- Born: December 16, 1891
- Died: September 12, 1973 (aged 81)
- Occupation: President of the Philadelphia Museum of Art

= Robert Sturgis Ingersoll =

Robert Sturgis Ingersoll, Sr. (December 16, 1891 – September 12, 1973) was president of the Philadelphia Museum of Art from 1948 to 1964.

==Early life and family==
Robert Sturgis Ingersoll was born December 16, 1891, in Philadelphia, Pennsylvania, a son of Charles Edward Ingersoll (1860-1932) and Henrietta Auchmuty (née Sturgis) Ingersoll (1864-1944). His father was a financier who was a Delegate to the Democratic National Convention in 1896 from Pennsylvania, and a candidate for United States Congress from Pennsylvania's 7th District in 1902.

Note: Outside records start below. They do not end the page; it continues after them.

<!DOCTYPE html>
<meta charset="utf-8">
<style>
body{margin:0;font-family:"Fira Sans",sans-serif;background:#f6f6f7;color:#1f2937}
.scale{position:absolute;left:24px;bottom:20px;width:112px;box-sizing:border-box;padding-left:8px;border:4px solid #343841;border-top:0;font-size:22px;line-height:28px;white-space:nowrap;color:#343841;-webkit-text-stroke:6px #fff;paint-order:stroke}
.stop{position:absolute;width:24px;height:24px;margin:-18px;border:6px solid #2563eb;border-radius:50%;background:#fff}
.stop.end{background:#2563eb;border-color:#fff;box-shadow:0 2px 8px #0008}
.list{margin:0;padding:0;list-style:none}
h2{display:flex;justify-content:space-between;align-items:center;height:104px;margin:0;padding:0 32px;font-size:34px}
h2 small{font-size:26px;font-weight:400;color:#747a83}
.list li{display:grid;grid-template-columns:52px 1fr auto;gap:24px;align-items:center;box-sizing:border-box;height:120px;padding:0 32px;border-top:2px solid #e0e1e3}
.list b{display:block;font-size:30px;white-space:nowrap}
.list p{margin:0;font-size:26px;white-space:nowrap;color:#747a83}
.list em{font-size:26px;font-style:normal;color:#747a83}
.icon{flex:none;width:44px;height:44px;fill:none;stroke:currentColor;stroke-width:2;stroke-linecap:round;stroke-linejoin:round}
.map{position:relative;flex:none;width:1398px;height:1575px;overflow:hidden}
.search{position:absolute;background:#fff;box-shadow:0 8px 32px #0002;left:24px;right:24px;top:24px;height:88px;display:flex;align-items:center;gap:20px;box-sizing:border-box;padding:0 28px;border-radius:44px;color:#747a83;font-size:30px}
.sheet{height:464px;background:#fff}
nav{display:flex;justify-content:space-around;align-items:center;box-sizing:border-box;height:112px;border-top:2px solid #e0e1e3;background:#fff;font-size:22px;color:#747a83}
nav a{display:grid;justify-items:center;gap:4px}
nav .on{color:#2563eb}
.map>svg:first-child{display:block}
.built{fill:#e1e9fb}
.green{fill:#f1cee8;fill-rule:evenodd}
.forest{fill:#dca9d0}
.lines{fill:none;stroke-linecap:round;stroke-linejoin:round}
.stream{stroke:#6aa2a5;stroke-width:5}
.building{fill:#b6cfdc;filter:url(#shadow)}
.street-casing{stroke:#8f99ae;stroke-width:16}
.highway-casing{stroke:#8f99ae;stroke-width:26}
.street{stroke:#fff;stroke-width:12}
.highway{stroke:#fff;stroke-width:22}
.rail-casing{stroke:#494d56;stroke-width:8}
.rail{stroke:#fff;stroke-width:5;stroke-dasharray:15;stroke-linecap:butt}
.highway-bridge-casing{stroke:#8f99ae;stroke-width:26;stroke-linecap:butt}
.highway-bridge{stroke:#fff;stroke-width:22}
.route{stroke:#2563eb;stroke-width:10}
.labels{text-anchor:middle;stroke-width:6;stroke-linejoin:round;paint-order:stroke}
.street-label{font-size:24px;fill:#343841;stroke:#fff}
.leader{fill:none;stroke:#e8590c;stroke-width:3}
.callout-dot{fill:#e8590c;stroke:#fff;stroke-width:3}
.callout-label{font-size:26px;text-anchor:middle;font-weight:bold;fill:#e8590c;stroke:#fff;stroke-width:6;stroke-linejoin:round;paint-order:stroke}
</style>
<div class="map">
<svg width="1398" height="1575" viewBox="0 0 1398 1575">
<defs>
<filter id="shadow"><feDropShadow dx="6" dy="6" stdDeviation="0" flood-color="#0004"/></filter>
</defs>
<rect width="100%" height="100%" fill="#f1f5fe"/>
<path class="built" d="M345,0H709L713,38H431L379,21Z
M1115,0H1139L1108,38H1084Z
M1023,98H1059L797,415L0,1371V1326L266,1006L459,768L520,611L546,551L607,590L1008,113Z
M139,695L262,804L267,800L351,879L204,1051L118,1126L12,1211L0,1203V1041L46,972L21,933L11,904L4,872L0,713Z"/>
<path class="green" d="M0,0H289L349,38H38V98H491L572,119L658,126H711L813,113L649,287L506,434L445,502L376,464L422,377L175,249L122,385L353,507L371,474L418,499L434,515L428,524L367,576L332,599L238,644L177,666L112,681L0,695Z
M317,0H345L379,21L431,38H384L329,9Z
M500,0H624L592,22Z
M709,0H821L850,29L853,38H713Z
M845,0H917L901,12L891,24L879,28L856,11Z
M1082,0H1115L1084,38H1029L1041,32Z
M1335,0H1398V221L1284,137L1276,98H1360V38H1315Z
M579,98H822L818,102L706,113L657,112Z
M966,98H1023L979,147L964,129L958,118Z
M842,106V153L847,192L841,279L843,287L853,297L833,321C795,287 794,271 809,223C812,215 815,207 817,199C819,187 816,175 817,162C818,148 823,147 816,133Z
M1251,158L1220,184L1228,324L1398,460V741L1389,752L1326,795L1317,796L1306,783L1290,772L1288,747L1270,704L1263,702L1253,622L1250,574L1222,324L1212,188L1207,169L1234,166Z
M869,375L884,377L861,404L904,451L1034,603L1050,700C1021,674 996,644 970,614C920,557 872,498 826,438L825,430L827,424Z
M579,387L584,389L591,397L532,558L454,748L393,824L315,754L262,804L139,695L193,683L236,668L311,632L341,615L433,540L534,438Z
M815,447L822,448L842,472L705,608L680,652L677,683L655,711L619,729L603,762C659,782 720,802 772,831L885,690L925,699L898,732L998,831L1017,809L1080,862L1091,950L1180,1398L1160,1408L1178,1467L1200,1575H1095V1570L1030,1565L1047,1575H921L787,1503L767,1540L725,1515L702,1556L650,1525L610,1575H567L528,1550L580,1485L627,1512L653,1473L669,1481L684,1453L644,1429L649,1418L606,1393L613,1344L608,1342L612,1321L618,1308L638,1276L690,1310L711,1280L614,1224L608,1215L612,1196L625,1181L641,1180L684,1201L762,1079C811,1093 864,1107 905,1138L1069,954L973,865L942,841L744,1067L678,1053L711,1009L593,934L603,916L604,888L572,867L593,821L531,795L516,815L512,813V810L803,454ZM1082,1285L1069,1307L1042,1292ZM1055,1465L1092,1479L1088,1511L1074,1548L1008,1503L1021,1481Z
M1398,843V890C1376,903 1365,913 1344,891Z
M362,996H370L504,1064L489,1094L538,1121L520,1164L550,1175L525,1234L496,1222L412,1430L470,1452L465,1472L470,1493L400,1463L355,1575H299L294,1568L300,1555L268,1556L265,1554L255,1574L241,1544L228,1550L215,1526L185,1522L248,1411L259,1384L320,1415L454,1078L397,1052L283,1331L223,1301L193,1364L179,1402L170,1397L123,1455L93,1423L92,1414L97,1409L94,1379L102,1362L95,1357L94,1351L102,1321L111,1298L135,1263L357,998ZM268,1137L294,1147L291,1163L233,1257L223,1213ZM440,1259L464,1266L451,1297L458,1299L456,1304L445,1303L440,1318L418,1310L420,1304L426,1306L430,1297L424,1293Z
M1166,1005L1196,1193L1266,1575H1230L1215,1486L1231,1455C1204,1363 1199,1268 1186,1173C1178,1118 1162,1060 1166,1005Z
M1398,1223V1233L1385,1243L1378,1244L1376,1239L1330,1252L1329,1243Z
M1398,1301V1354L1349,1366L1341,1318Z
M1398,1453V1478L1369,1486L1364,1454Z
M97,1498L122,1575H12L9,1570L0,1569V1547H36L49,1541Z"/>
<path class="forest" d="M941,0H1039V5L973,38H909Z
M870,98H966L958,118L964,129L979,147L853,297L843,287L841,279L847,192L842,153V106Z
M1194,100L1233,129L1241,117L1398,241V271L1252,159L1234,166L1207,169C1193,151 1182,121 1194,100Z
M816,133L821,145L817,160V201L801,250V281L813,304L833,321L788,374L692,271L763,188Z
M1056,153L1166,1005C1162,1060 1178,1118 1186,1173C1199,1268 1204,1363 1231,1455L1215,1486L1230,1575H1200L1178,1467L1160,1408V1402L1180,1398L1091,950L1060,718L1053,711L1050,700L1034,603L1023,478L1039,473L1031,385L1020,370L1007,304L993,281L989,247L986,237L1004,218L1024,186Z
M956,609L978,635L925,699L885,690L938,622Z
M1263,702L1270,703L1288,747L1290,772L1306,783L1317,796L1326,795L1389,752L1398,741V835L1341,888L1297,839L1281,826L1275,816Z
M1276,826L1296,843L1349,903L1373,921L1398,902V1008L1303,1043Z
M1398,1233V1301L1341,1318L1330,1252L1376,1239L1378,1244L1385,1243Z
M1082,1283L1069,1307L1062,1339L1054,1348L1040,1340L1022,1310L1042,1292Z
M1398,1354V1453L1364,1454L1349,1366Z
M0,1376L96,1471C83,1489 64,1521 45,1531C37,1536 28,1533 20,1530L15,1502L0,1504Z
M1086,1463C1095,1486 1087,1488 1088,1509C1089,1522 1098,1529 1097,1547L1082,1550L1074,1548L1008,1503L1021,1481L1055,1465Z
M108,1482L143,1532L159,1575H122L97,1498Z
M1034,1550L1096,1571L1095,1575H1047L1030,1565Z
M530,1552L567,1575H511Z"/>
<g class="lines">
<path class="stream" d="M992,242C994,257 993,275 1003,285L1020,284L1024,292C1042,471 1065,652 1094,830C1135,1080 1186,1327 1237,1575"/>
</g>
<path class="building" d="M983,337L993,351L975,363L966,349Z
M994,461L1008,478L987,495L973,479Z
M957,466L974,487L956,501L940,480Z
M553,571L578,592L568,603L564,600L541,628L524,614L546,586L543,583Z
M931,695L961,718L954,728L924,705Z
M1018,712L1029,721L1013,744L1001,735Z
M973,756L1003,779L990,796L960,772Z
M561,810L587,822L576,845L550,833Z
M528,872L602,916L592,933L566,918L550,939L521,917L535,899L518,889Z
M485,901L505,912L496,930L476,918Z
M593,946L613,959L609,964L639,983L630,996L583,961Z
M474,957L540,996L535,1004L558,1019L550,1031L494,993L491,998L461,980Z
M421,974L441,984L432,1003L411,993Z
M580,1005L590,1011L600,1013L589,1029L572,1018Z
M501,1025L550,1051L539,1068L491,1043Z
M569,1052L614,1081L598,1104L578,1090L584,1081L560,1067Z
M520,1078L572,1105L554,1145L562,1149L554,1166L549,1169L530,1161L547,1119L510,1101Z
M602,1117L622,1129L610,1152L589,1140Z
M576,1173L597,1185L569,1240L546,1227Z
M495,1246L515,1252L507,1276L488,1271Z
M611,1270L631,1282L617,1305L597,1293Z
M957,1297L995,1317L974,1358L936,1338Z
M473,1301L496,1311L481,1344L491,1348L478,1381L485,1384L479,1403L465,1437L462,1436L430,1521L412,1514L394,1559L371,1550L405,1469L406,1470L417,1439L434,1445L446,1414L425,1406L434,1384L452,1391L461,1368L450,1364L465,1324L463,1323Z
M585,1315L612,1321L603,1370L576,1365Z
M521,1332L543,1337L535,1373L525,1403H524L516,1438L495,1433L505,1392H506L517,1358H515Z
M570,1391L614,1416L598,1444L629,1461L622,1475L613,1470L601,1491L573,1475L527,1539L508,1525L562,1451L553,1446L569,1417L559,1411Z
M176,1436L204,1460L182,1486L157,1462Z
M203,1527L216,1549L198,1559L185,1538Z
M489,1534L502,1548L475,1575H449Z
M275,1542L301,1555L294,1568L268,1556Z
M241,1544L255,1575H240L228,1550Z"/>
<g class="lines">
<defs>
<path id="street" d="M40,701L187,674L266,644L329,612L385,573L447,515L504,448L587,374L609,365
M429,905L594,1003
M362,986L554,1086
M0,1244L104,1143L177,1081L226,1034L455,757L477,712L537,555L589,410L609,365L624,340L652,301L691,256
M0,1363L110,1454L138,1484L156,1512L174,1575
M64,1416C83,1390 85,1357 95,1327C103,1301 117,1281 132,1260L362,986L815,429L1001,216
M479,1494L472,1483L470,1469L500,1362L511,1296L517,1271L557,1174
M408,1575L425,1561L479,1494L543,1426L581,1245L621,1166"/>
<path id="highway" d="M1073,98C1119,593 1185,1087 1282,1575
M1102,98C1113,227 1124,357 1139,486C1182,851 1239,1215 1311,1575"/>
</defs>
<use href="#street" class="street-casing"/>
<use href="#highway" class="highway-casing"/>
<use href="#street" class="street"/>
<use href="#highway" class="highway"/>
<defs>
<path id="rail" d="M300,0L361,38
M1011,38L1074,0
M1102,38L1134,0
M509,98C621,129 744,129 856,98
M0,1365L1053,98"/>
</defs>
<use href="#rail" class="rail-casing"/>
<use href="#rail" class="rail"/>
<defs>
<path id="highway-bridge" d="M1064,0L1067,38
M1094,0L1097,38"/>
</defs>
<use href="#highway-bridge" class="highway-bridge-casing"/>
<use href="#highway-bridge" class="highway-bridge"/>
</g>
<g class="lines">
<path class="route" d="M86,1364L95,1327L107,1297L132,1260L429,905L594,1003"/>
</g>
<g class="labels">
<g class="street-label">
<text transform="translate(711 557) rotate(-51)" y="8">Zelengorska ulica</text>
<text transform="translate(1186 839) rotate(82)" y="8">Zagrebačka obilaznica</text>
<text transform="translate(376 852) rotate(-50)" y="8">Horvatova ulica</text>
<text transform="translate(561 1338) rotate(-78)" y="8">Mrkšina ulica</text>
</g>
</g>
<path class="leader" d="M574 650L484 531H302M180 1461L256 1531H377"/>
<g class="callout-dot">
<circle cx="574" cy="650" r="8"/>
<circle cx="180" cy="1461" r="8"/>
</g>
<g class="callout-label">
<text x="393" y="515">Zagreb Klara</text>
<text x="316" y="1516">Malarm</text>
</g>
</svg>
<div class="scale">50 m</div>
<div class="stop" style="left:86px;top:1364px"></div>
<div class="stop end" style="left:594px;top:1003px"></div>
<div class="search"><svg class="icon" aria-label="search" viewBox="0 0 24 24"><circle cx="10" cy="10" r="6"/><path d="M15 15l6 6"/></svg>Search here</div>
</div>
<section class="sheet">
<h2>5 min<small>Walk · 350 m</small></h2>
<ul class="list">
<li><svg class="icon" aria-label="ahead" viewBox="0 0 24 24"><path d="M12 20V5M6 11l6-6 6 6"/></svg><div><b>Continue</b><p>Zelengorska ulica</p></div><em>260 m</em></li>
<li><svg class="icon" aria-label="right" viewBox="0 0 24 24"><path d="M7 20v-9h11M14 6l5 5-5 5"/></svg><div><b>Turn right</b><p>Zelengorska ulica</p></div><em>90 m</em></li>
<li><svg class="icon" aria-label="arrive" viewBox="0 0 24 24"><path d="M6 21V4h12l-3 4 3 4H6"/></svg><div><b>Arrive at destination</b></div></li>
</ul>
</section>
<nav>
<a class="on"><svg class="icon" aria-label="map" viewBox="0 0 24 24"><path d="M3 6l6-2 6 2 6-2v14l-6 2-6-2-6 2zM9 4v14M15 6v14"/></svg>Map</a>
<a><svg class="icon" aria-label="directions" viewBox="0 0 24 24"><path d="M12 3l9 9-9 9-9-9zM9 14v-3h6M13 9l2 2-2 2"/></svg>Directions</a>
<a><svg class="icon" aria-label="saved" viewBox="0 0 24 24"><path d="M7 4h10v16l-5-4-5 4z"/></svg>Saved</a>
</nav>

His great-grandfather, Charles Jared Ingersoll, was a United States Congressman and United States Attorney from Pennsylvania. His 2nd great-grandfather, Jared Ingersoll, was also a United States Attorney from Pennsylvania, as well as Pennsylvania's Attorney General. Jared also ran as DeWitt Clinton's vice-presidential candidate in the 1812 United States presidential election. His 2nd great-uncle, Joseph Reed Ingersoll, was a United States Congressman from Pennsylvania and diplomat.

R.S. Ingersoll's 3rd great-grandfather was Benjamin Chew. His 7th great-grandfather was Thomas Hooker, founder of the Colony of Connecticut.

Ingersoll was named for his maternal grandfather, Robert Shaw Sturgis (1824-1876). His first cousin, Elizabeth Sturgis Potter, married Frank Polk, a United States lawyer and diplomat. Another first cousin was Robert Sturgis Potter (1890-1947), with whom he shared a name. Potter had a son, Robert Sturgis Potter, Jr. (1920-1988), whose daughter, Linda Sophia Potter, is married to Timothy Shriver, member of the Kennedy family.

His great-uncle was Joseph M. Warren, a United States Congressman from New York and one-time mayor of Troy, New York. His second cousin, twice removed is diplomat David McKean (diplomat), a United States Ambassador to Luxembourg under President Barack Obama from 2016 to 2017.

Ingersoll had five siblings: Anna Warren Ingersoll (1887-1980), who never married; Captain Harry Ingersoll (1890-1918), who was killed in action in France during World War I; Charles Jared Ingersoll (1894-1988), named after their ancestor; Susan Brimmer Ingersoll (1896-1987), who married Orville Horwitz Bullitt (1894-1979)- Orville's brother was diplomat William C. Bullitt; and John Hobart Warren Ingersoll (1899-1967). His nephew, Sergeant Charles Jared Ingersoll, Jr. (1923-1944), was killed in action in Italy during World War II.

==Career==
Ingersoll graduated from Princeton University in 1915. He would serve as President of the Philadelphia Museum of Art from 1948 to 1964. During his time there, he also initiated a Board of Governors for the organization, serving as the board's chairman from 1947 to 1959.

Ingersoll was elected to the American Philosophical Society in 1950.

==Personal life==
He married Marion Bernard Fowle (1893-1968) and had five children:
1. Robert Sturgis Ingersoll, Jr. (1915-1968); married Harriet Kingston Archer (1916-1995)
2. George Fowle Ingersoll (1916-1970); named after Marion's father
3. Phebe Warren Ingersoll Benson (1917-1994)
4. Charles Edward Ingersoll, II (1922-1982); named after Robert's father
5. Harry Ingersoll (1924-1982); named after Robert's late brother

Robert Ingersoll, Jr. had three children
1. Robert Sturgis Ingersoll, III (b. 1937), who married Vera Felicity Roosevelt (1939-2000), daughter of Henry Latrobe Roosevelt, Jr., granddaughter of Henry L. Roosevelt, and cousin of United States Presidents Franklin D. Roosevelt and Theodore Roosevelt. Robert and Vera had four children: Archer Sturgis, Julia Story, Eleanor Roosevelt and Isabelle Sturgis Ingersoll.
2. Joseph Reed Ingersoll (1940-2018); married Patricia Stockton Royce (1937-2010) and had two sons: Joseph Reed, Jr. and Richard Stockton Ingersoll.